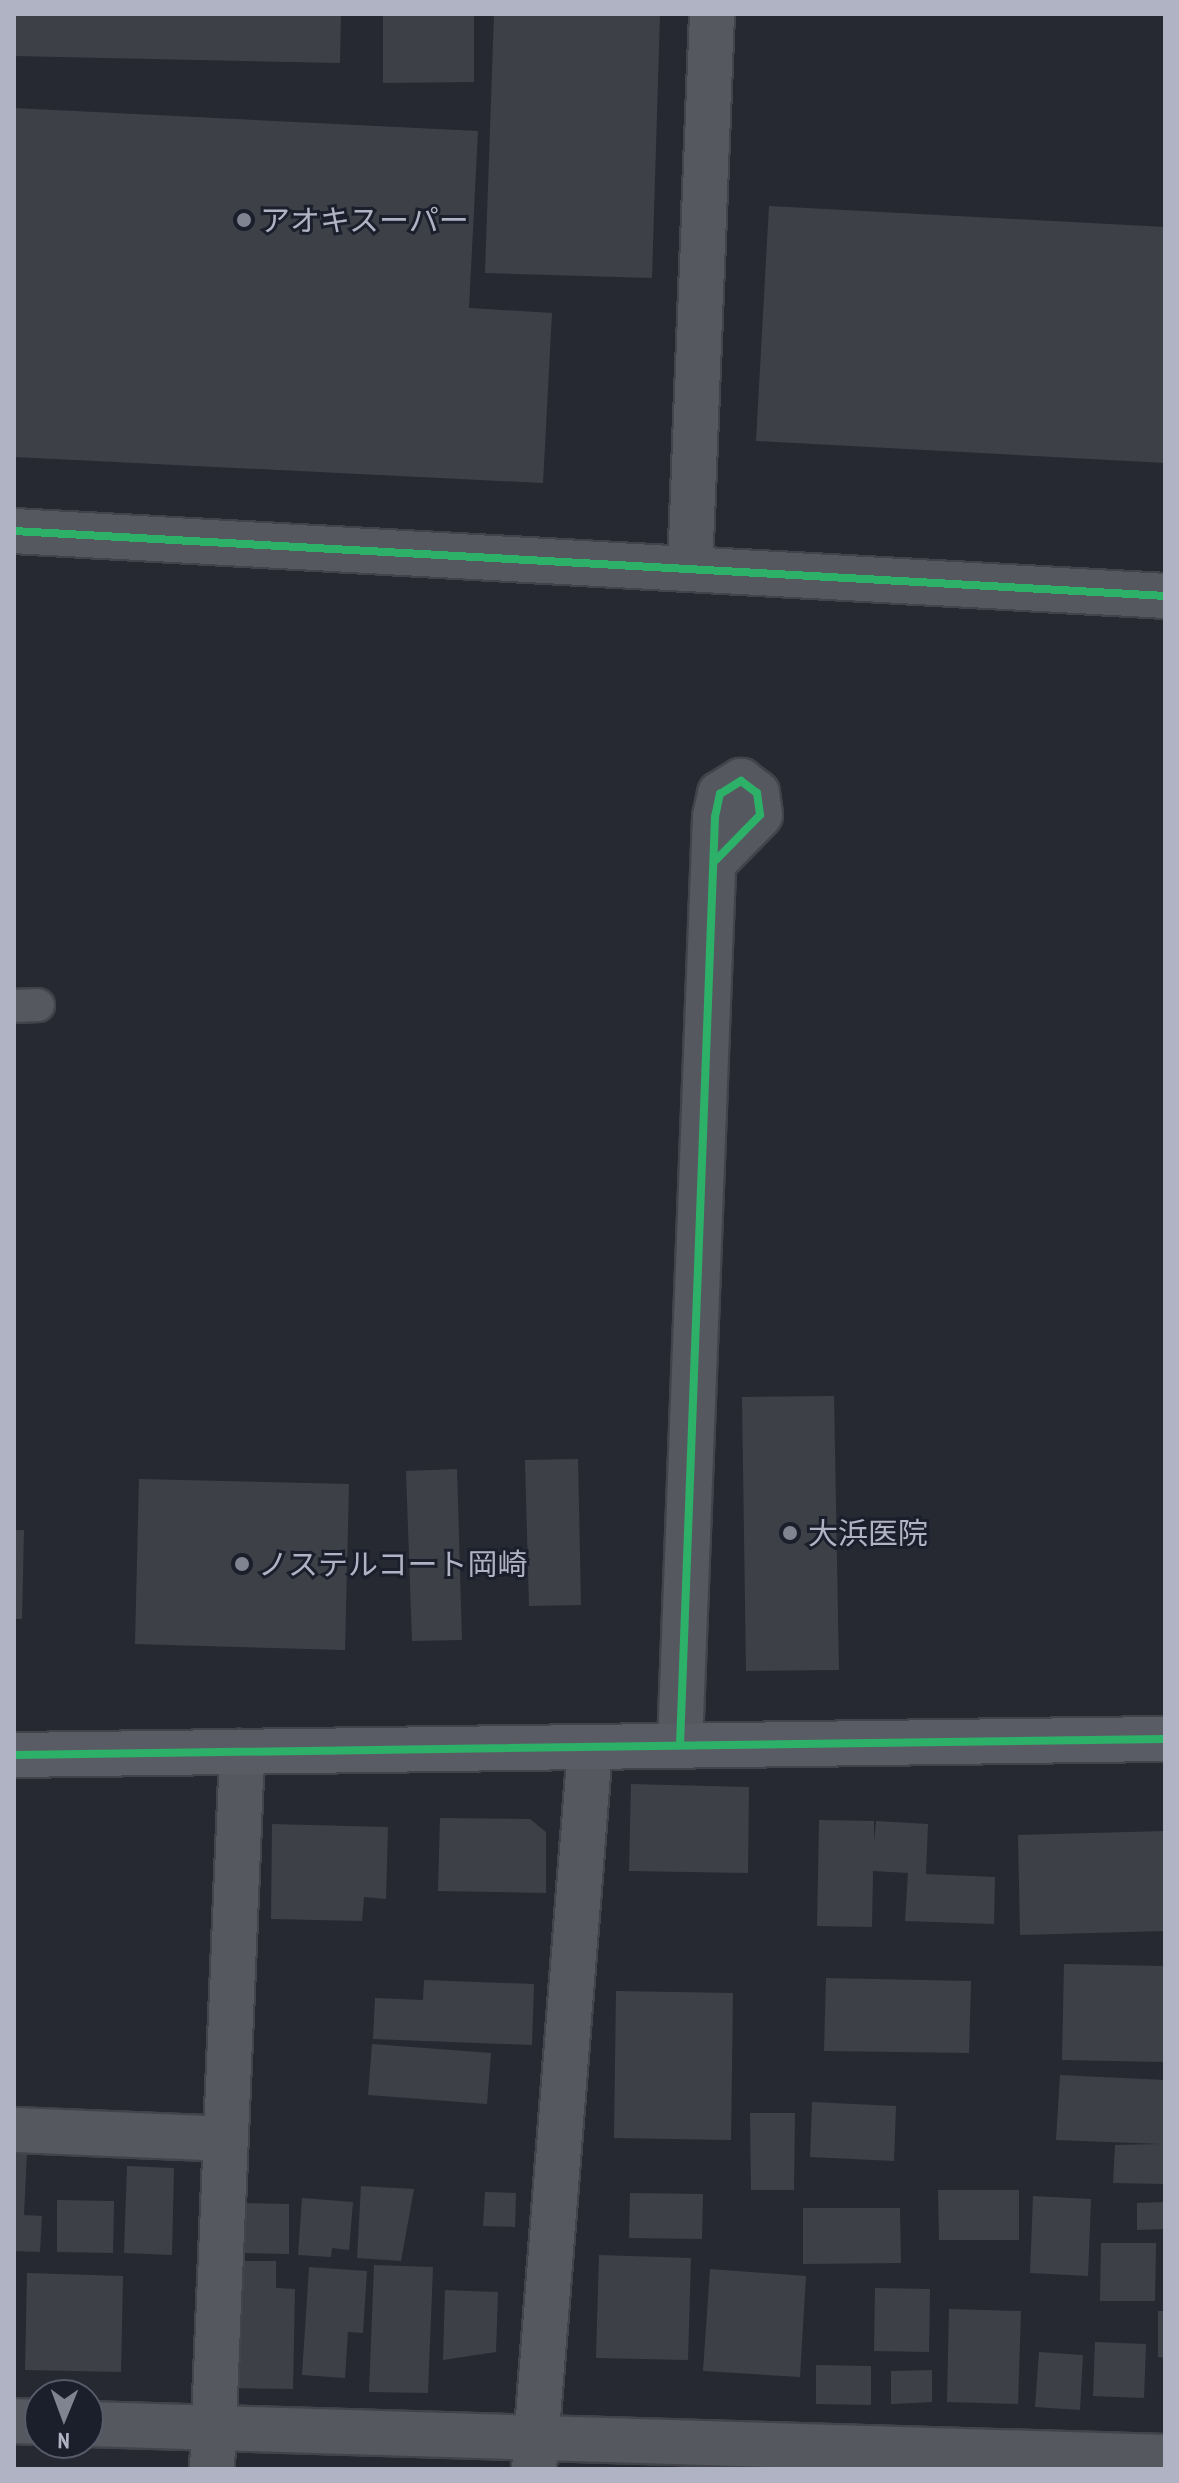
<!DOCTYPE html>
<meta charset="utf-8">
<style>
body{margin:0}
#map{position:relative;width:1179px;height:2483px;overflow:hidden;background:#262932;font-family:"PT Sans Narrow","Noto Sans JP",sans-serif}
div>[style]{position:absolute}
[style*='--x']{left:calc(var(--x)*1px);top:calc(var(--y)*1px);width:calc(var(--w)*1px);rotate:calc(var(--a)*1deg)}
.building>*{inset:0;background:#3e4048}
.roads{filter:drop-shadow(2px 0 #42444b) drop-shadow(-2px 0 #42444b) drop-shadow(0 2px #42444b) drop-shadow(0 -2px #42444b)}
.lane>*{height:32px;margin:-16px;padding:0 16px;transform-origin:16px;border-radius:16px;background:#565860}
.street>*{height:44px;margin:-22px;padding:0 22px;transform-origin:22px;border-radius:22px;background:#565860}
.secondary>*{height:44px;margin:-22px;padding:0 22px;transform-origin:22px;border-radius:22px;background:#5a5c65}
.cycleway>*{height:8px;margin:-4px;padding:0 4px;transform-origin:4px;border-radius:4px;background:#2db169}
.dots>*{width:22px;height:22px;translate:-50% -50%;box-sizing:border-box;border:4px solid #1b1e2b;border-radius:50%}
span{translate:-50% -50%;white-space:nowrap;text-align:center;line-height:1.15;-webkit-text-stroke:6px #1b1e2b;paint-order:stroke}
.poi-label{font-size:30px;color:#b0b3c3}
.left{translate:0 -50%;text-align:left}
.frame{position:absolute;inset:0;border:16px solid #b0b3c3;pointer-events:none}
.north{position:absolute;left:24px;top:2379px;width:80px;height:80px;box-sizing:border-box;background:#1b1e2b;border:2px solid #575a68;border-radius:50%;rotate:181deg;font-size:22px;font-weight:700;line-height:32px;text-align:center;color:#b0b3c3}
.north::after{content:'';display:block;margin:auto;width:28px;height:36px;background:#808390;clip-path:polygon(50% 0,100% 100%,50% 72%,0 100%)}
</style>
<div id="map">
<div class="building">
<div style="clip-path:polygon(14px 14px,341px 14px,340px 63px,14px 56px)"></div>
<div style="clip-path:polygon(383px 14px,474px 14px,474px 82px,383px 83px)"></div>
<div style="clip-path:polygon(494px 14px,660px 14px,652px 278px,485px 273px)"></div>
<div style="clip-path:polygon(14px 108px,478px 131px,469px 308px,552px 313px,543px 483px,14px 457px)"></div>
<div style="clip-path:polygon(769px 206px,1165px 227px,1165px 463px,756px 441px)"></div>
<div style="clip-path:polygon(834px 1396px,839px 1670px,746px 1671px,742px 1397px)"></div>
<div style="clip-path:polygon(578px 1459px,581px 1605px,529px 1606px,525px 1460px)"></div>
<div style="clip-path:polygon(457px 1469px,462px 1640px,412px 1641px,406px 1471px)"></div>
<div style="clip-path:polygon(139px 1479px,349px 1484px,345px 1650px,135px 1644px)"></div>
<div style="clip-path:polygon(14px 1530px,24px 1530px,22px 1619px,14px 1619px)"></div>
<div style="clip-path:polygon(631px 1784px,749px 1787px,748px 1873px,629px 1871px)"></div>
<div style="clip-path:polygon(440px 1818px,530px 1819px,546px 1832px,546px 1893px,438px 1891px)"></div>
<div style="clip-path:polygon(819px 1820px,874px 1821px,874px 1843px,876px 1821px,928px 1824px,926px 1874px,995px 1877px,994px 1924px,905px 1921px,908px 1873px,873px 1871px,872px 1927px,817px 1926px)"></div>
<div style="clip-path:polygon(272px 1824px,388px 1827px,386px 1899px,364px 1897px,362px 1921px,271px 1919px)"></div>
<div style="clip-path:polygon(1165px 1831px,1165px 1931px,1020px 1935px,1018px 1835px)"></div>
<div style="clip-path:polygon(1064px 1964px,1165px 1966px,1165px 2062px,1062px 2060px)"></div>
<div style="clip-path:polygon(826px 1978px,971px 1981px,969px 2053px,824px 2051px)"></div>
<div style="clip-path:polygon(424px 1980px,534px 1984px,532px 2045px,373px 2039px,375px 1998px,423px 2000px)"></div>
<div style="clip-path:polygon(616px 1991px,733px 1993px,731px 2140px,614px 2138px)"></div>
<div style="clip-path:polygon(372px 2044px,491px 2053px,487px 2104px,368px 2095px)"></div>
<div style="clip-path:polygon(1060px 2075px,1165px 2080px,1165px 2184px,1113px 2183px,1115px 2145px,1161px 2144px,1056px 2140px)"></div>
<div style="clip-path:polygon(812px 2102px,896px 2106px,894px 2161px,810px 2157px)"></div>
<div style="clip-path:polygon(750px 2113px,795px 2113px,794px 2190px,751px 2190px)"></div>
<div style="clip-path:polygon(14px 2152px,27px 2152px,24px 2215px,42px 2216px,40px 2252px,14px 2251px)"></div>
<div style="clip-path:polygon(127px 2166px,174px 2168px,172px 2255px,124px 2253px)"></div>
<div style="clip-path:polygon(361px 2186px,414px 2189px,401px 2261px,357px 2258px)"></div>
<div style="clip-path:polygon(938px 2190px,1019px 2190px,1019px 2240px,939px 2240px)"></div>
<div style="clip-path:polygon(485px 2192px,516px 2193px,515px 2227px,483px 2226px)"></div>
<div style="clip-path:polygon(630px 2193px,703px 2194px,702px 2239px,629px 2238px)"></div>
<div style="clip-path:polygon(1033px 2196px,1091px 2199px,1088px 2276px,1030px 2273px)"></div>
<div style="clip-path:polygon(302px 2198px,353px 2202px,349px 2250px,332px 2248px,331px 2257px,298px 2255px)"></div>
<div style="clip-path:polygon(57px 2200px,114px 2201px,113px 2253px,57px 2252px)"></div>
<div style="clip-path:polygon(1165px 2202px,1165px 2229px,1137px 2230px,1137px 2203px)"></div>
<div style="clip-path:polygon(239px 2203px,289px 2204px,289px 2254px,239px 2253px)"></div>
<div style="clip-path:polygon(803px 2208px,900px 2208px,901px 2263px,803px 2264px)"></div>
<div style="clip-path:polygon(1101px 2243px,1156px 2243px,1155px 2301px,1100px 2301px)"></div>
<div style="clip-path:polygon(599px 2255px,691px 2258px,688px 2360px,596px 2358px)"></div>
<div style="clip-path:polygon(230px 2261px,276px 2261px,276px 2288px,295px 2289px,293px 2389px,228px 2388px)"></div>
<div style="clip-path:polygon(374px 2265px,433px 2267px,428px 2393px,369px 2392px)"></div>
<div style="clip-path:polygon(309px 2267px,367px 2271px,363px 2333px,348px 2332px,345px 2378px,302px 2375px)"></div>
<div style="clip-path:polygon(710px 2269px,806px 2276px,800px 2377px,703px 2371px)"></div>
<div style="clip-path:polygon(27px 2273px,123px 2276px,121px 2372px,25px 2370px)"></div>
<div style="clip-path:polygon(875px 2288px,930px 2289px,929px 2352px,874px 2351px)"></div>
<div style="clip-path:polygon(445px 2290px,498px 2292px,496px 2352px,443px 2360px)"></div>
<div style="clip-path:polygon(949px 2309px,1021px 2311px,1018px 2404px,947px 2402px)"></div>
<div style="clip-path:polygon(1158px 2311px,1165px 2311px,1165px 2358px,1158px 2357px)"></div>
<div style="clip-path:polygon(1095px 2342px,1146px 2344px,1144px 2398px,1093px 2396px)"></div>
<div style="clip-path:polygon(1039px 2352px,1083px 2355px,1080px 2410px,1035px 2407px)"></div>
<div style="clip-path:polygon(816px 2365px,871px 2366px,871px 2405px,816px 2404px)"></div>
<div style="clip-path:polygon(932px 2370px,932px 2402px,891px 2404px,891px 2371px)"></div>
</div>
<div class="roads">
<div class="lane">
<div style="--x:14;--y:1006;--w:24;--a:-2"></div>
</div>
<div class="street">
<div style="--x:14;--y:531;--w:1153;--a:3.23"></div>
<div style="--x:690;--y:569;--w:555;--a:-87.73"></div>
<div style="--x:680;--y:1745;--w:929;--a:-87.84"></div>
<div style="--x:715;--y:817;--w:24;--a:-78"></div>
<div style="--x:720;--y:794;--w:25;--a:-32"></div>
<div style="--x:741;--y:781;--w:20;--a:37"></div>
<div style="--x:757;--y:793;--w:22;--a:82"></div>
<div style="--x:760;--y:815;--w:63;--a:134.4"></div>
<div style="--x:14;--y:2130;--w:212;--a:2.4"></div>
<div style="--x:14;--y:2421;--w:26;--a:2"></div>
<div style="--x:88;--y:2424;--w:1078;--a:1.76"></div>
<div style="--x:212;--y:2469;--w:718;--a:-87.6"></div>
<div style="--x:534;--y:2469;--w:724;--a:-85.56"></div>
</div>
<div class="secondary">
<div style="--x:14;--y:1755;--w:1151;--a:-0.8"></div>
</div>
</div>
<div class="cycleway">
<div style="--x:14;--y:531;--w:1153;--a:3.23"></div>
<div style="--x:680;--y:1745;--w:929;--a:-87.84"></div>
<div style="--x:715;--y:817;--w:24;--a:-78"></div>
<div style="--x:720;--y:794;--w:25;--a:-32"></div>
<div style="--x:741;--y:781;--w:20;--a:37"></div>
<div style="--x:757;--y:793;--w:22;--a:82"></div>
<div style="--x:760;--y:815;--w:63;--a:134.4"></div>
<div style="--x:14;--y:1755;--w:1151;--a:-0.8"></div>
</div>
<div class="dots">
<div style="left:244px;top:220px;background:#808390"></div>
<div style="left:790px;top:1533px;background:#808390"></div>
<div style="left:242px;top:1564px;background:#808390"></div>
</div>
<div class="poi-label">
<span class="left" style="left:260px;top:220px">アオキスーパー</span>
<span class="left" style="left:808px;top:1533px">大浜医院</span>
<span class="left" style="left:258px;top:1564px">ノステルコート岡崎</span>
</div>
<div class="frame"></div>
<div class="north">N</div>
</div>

════

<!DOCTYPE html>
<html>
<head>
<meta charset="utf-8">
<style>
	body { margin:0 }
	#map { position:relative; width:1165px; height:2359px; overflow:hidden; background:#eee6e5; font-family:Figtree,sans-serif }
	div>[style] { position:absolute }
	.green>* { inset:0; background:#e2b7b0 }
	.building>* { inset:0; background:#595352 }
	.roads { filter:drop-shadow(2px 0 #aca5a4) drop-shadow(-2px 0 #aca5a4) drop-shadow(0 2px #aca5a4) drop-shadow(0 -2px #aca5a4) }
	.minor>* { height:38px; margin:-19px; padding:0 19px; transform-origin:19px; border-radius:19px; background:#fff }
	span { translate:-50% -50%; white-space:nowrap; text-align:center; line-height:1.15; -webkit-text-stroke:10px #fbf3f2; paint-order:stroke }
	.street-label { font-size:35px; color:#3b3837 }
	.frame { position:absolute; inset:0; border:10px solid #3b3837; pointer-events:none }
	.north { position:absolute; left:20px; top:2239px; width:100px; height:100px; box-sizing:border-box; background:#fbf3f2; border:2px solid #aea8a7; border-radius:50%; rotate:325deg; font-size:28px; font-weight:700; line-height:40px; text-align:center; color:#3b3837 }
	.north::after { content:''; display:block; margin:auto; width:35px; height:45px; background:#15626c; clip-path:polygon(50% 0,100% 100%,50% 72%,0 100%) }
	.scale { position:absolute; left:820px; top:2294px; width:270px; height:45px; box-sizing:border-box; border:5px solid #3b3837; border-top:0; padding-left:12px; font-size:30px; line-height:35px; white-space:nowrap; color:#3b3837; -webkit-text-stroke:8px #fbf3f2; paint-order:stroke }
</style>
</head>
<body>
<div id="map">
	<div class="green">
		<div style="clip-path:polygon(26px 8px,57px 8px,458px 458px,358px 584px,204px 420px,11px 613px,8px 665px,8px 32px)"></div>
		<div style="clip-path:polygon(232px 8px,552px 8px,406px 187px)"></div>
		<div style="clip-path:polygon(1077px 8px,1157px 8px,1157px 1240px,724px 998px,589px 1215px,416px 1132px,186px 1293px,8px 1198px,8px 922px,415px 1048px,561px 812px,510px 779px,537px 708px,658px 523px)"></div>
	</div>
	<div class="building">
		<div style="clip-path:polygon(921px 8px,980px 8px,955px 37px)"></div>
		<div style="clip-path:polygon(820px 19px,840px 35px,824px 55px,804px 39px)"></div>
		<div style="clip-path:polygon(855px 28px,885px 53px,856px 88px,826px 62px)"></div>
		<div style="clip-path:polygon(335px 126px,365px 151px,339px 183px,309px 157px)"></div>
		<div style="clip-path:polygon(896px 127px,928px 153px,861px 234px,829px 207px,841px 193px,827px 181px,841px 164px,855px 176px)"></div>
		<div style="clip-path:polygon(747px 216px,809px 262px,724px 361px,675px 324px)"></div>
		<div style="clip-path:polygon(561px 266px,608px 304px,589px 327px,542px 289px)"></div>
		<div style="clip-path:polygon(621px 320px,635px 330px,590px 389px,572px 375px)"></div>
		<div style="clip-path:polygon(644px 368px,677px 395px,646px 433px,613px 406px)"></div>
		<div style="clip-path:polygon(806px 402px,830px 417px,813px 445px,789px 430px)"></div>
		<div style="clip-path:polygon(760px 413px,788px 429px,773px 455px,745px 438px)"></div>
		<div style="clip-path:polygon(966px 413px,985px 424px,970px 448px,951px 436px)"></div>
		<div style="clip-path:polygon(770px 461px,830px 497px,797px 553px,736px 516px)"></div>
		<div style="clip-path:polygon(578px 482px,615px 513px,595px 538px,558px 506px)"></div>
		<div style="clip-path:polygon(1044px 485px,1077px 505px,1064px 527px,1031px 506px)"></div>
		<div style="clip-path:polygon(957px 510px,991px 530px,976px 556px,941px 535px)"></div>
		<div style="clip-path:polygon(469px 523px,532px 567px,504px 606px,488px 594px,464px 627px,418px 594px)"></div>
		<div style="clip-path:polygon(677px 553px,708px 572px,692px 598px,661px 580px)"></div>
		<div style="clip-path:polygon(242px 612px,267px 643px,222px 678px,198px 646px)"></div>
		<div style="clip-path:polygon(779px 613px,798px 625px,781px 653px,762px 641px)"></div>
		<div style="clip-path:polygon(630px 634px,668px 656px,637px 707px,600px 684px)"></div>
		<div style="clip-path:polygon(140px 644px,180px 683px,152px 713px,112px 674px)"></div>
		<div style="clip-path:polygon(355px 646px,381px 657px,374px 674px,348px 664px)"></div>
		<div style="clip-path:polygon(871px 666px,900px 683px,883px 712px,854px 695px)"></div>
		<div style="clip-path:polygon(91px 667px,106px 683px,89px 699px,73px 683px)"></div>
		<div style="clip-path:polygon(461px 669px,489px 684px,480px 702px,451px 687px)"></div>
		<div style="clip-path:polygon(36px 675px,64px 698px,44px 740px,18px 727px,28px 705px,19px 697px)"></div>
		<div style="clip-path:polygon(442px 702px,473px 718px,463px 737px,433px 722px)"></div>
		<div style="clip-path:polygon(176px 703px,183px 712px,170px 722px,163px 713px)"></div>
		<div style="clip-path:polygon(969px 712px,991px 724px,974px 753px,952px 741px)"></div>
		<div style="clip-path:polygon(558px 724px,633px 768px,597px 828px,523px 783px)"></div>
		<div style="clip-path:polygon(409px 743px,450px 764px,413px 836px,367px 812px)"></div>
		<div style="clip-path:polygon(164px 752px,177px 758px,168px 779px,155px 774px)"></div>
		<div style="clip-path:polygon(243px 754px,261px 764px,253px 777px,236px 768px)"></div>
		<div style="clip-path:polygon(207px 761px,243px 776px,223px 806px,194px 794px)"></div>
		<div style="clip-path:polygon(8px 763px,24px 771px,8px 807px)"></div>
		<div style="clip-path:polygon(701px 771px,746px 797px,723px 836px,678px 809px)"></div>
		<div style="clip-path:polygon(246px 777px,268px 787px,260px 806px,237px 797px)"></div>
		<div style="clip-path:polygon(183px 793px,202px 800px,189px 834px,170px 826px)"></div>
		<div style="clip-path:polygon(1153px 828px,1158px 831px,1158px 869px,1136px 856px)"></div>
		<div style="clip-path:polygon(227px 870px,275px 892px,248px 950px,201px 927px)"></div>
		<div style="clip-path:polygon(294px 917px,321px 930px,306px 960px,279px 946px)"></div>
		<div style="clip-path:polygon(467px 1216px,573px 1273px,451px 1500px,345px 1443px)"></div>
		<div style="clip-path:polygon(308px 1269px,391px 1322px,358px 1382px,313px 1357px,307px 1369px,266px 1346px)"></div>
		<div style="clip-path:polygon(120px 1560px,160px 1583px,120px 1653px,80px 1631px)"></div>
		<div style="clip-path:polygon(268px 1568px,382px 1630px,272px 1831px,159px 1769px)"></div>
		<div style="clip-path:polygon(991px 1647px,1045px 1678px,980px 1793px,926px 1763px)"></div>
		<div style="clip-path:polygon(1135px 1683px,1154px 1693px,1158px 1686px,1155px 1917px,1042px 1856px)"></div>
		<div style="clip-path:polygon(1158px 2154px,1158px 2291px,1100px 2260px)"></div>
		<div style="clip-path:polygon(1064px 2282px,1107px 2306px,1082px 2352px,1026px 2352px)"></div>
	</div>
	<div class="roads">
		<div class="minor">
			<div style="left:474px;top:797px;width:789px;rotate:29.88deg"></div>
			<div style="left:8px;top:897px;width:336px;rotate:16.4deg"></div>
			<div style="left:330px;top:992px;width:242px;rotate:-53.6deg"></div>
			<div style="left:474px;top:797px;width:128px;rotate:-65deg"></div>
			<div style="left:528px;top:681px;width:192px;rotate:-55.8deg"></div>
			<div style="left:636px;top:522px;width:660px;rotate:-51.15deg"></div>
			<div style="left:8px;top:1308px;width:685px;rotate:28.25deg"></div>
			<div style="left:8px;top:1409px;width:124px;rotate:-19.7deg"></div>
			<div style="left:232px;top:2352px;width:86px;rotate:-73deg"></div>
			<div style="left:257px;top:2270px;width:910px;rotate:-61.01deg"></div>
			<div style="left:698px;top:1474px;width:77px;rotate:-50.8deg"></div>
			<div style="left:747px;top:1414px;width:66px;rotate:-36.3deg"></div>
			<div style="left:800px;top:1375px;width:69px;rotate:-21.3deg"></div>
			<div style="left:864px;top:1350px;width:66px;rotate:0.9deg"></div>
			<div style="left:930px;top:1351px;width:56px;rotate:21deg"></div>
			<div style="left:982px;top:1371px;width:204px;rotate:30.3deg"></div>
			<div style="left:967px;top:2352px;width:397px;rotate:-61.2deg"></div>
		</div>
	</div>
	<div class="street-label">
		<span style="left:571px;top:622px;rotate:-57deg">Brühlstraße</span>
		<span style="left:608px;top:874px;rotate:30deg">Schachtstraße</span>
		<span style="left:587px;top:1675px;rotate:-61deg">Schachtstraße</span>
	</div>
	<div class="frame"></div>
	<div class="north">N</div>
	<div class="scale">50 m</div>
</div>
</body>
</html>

════

Task instructions ▸ In the records above, the line with "position:relative; width:1165px; height:2359px;" marks the start and the line with "translate:-50% -50%; white-space:nowrap;" marks the end; copy that stretch exactly, both lines included, and nothing else.

Task result ▸
	#map { position:relative; width:1165px; height:2359px; overflow:hidden; background:#eee6e5; font-family:Figtree,sans-serif }
	div>[style] { position:absolute }
	.green>* { inset:0; background:#e2b7b0 }
	.building>* { inset:0; background:#595352 }
	.roads { filter:drop-shadow(2px 0 #aca5a4) drop-shadow(-2px 0 #aca5a4) drop-shadow(0 2px #aca5a4) drop-shadow(0 -2px #aca5a4) }
	.minor>* { height:38px; margin:-19px; padding:0 19px; transform-origin:19px; border-radius:19px; background:#fff }
	span { translate:-50% -50%; white-space:nowrap; text-align:center; line-height:1.15; -webkit-text-stroke:10px #fbf3f2; paint-order:stroke }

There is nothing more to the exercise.